Working out how to handle rejection and how to improve self-esteem are gradual processes that are subtly different for everyone.
However, whether you’re looking to learn how to deal with rejection from friends, how to deal with rejection in love, or how to handle rejection from a job, the key steps are the same.
When you hold on to the false assumption that others will always reject you, you create situations where rejection occurs.
Unconsciously, you’ll send out signals that push people away and make your fears into reality. Then, you’ll use the next rejection as evidence that you’ll always experience rejection!
Start battling this self-fulfilling prophecy by deliberately looking for signs of acceptance – write them down if it helps.
Are you phrasing your goals in terms of what you don’t want?
For example, when dealing with rejection at work, are you thinking “I don’t want to be rejected”?
You’ll be much more successful if you flip your goal into a positive one.
For example, make it “I want to make friends at work” or “I want to get a promotion by next year.”
When learning how to build confidence, it’s important to know where the lack thereof began. Who taught you to fear rejection? Where did you receive messages suggesting you lack value?
These limiting beliefs often come from things that happened when you were very young. Once you make them concrete, you can challenge them, and they start to lose their power.
Overcoming the fear of rejection takes some creative use of the imagination.
Every day, make time to visualize yourself acting confidently in situations that generally make you feel insecure.
Imagine yourself not only surviving but thriving, unworried by the idea of rejection. In time, this visualization habit can help to reshape your thoughts and expectations.
Feeling rejected often leads to feeling certain that you will be rejected again. As noted above, this creates an unending vicious cycle.

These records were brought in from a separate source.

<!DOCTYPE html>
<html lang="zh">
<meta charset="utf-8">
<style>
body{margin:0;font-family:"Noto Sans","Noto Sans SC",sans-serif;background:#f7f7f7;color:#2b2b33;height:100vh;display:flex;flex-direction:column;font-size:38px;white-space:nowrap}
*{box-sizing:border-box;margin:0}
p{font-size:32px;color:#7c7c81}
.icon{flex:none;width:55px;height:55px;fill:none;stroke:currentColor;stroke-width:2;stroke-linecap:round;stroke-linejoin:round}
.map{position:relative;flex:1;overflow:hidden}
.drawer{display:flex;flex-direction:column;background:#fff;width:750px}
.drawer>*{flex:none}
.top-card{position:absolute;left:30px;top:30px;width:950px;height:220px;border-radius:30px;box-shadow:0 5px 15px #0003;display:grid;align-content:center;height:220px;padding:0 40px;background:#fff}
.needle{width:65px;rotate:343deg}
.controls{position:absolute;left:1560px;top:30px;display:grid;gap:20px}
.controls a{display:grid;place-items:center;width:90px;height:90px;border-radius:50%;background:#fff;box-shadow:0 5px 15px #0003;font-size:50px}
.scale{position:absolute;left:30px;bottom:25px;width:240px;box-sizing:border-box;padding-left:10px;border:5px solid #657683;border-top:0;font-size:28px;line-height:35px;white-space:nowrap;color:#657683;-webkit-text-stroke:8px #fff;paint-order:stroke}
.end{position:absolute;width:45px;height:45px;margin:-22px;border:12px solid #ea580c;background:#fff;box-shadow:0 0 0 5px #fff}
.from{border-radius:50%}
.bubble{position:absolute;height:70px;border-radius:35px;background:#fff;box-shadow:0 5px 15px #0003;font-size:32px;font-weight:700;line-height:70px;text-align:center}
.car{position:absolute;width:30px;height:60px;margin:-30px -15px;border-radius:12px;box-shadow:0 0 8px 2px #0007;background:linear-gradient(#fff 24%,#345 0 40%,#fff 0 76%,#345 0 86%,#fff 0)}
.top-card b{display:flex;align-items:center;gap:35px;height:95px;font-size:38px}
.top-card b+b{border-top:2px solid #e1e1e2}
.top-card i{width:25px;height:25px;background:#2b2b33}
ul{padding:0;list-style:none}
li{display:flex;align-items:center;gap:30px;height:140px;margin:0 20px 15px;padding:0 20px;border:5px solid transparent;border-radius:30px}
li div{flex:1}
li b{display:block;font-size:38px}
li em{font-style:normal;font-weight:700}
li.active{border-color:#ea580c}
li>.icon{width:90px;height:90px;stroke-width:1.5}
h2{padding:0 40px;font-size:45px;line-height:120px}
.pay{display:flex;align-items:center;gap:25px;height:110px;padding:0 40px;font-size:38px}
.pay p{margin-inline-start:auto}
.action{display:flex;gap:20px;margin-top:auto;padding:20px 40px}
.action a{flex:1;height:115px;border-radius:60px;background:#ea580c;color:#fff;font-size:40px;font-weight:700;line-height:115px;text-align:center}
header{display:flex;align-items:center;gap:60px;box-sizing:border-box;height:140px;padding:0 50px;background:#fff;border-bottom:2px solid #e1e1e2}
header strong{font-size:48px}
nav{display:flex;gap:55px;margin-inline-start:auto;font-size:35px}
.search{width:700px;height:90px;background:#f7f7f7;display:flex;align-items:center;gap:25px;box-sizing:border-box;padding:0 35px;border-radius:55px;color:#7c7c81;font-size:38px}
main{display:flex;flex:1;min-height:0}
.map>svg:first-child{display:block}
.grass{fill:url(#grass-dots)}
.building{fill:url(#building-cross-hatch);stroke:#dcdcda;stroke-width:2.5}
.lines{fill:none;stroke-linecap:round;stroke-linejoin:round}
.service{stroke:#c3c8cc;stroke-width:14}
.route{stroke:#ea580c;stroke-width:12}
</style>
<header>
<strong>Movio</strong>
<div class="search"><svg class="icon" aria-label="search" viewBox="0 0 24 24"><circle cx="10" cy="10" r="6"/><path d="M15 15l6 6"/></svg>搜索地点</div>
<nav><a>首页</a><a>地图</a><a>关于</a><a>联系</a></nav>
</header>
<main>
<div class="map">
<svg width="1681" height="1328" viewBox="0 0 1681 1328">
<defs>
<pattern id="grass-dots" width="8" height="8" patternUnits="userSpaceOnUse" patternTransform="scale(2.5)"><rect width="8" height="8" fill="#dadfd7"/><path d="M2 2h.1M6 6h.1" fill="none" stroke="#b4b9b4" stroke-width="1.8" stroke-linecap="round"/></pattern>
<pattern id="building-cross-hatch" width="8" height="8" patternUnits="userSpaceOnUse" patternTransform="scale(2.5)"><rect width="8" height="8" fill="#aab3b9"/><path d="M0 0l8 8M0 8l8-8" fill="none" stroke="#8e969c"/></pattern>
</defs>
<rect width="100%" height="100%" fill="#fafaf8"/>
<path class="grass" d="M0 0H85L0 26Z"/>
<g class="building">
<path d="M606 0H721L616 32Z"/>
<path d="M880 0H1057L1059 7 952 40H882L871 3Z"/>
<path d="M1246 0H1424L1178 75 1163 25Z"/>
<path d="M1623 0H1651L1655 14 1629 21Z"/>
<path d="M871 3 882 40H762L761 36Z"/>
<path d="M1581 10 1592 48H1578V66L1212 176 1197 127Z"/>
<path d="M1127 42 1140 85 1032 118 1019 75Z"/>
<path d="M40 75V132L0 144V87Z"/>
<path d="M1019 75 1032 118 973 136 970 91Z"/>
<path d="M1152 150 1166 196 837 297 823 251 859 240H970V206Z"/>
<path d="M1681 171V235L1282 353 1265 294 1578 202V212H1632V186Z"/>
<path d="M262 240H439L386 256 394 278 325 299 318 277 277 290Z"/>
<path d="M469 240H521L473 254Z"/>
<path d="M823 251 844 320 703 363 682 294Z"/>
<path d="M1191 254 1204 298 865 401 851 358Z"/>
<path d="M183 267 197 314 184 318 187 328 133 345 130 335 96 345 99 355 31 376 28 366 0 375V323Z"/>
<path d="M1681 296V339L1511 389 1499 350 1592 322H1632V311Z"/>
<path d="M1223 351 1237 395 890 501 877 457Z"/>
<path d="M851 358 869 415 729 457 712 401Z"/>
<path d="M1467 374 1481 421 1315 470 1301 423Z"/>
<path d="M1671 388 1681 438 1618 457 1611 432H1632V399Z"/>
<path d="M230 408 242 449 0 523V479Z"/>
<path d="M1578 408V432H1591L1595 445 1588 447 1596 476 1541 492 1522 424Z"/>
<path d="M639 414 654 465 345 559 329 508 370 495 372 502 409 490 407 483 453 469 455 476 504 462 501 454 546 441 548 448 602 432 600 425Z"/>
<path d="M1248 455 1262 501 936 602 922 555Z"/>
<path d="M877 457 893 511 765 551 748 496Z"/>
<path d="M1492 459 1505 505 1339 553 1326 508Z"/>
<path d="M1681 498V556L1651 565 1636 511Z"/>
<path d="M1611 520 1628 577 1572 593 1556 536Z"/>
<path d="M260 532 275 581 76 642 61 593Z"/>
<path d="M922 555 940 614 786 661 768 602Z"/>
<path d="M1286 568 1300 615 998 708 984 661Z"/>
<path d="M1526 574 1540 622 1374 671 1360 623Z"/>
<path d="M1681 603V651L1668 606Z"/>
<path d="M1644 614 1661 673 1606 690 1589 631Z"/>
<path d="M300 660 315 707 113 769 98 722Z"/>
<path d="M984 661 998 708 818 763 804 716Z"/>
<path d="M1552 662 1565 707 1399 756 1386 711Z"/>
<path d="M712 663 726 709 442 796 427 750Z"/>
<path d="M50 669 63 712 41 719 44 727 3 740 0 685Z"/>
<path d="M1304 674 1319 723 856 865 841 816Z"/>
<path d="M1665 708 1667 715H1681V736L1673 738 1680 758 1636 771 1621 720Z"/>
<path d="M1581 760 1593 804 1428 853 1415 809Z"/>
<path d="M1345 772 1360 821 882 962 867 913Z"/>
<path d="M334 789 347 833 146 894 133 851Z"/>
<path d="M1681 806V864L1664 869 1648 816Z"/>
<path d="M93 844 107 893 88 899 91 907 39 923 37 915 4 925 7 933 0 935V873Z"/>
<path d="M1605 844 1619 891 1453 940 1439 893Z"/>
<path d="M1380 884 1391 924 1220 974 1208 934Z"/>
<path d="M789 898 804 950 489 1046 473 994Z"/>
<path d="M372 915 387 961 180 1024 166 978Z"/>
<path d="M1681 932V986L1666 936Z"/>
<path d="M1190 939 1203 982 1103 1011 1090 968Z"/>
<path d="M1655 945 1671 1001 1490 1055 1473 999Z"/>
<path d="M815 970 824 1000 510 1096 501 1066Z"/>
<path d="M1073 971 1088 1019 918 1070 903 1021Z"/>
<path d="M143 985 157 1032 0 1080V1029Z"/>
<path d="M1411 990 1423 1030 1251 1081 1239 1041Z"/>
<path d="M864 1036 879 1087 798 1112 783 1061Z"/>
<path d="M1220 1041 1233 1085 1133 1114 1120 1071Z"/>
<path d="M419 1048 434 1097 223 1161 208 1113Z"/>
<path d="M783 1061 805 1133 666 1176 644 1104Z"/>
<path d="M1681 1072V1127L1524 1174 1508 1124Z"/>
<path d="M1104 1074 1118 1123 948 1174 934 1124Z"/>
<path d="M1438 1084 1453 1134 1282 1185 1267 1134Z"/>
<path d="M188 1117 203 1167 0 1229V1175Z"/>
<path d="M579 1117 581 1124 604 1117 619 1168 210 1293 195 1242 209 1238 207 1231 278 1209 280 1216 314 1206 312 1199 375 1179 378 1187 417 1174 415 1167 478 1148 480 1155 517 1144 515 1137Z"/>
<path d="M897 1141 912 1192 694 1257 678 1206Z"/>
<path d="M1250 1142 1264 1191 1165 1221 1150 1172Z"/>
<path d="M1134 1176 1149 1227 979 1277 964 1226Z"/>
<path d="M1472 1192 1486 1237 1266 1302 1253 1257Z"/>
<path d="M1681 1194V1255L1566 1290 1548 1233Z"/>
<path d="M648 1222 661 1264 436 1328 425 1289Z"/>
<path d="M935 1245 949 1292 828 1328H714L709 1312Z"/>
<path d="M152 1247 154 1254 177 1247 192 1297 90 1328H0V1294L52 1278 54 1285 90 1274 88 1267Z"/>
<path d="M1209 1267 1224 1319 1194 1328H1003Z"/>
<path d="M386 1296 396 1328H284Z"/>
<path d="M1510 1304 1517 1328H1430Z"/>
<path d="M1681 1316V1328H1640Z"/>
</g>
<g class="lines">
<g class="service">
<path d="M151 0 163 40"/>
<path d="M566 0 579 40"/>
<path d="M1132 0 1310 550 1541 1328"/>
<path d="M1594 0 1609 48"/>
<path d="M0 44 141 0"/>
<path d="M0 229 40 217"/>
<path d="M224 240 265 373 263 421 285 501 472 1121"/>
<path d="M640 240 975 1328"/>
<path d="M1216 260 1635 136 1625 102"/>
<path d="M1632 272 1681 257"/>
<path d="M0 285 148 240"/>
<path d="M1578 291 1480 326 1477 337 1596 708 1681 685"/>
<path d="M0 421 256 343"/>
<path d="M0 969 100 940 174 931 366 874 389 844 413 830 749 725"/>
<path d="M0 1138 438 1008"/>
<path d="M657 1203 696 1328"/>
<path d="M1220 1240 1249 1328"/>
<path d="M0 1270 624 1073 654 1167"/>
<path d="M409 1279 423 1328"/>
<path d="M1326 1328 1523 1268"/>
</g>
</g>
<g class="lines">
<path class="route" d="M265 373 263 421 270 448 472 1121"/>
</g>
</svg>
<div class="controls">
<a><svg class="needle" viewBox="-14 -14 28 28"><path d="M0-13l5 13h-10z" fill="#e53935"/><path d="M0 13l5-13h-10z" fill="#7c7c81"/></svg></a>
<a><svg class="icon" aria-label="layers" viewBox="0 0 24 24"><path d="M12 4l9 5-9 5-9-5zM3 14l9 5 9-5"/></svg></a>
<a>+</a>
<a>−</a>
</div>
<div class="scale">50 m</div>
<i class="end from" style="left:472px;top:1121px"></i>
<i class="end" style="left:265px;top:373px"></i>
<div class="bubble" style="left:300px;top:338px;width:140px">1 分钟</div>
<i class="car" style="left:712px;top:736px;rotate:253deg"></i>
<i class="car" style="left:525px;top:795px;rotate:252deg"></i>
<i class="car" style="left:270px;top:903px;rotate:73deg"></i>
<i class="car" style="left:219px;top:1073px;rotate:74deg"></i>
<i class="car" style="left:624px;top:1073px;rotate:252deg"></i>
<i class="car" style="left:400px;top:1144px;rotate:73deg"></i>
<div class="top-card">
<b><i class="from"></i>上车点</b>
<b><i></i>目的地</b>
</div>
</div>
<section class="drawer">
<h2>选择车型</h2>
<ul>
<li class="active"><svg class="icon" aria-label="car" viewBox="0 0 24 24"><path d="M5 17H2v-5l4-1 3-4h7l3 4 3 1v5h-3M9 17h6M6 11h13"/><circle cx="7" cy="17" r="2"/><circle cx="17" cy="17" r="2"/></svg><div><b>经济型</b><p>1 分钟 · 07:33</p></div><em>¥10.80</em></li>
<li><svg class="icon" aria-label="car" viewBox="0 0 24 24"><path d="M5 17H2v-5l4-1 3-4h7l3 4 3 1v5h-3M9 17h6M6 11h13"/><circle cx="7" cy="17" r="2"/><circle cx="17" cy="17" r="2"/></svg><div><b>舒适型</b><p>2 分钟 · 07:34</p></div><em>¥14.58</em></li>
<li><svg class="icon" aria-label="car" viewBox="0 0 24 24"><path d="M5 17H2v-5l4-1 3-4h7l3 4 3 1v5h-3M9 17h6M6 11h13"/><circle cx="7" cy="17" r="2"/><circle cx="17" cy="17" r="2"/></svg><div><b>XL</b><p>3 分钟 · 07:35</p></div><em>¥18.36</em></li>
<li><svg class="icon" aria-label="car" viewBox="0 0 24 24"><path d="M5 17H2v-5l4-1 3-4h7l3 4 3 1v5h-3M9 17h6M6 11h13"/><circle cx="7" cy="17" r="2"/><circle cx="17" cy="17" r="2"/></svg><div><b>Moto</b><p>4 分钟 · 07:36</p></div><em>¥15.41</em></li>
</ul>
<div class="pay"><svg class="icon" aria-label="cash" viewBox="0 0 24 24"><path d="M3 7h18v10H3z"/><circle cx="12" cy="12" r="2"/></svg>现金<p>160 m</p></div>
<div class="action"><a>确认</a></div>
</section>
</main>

Start to question yourself when you make assumptions about whether you will do well at something or whether someone will like you.
Accept that all possibilities are open – good and not so good – and tell yourself that you’re capable of handling both.
Getting over rejection also requires that you learn to see it differently. No particular rejection is the end of the world for you.
You can survive the end of a relationship, or a job that doesn’t work out, or a friendship that no longer fits.
When you catch yourself fretting over a “What if?” question, challenge yourself to imagine how you would overcome the scenario and find happiness again.
Finally, remember that all your favorite musicians, novelists, and artists have been rejected at some point.
When you get rejected, you probably assume it means something awful about you. But how do you feel about others who have experienced rejection?
Try to see that experiencing rejection isn’t the same as being unlovable, worthless, or destined to be alone forever.
In other words, rejection doesn’t have to carry that much weight – not if you don’t let it.